Certainly horses can cause happiness, but can they smell when their humans are happy?
Drs. Gün Semin, Anna Scandurra, Biagio D’Aniello, Paolo Baragli and Antonio Lanatà reviewed multiple studies and concluded that the horses used in the research showed different activation of their autonomic nervous systems depending on if the human they were exposed to was happy or fearful. These findings suggests that emotional chemosignals carry meaning across species and can enable inter-species communications.
Horses may be particularly attuned to human interaction because of their long domestication process, which has caused them to acquire skill that allow them to “communicate” with humans by recognizing gestures, words and even facial expressions. Research has shown that horses are able to synchronize their heart rate and other physiological measures when in contact with humans. The research team wanted to explore if horses had additional means of understanding human emotions and they reviewed several studies.
One study conducted by Antonio Lanata showed that human body odors triggered systematic sympathetic and parasympathetic changes in horses. One possible explanation is that odors produced in emotional contexts contain distinctive chemical compounds that activate the same responses in different species. Another is that the responses are developed as part of the socialization/domestication process and that the horse has become sensitive to the emotion-induced odor.

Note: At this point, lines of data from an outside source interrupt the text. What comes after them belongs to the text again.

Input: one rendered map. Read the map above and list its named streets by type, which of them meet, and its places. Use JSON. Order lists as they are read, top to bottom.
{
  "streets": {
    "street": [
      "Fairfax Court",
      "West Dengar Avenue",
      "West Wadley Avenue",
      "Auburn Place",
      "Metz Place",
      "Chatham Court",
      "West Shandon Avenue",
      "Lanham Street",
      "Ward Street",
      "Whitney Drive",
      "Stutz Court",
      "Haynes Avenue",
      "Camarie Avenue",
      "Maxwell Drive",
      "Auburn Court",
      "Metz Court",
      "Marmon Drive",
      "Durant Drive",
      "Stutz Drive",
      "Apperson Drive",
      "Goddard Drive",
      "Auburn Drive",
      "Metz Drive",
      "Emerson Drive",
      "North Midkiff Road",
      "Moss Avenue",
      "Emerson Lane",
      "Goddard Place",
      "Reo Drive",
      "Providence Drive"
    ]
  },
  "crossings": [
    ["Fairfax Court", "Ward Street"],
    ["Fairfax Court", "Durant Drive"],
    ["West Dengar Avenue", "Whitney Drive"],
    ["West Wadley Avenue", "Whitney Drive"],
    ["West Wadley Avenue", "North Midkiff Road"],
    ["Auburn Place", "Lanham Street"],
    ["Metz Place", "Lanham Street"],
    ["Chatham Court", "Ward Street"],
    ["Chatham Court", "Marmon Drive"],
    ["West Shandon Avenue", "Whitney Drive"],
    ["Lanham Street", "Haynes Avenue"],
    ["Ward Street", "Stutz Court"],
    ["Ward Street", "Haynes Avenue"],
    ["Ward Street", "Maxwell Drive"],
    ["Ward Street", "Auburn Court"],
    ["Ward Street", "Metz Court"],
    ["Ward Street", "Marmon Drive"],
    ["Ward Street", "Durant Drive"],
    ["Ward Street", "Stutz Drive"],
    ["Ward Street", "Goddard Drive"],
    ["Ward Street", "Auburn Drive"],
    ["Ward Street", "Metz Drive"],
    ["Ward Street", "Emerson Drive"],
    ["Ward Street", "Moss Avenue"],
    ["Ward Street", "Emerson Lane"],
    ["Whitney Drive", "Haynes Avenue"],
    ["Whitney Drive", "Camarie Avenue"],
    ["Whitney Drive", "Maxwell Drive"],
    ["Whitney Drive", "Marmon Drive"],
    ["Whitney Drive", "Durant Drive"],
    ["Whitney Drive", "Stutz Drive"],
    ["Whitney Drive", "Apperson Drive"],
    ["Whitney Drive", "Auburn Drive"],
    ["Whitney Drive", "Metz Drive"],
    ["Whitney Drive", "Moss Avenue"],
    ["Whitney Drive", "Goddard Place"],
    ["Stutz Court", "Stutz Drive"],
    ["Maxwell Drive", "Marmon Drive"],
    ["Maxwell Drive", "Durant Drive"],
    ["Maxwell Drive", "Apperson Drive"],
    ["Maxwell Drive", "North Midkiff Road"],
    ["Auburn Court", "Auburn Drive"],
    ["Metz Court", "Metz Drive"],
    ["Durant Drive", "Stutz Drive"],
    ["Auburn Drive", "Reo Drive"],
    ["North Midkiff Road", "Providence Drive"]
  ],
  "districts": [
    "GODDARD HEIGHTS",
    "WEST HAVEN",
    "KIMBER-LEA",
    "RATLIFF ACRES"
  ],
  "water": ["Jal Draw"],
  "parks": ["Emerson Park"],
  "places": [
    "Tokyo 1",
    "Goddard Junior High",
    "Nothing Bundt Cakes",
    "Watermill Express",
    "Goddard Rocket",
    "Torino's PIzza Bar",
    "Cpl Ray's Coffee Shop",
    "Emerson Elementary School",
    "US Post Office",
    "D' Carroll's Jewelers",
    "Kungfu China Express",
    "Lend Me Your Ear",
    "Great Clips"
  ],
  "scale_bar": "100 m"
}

Collectively, the studies reviewed suggest that there are distinctive chemical fingerprints, independent of the senders’ and the receivers’ cultural community. These findings suggest that there is chemical invariance in the sweat compounds. What remains open is if such invariant compounds activate an automatic emotional response or whether the emotional responses are learned.
What do you think? I’m pretty sure that we send off all kinds of chemosignals to our more sensitive animal friends.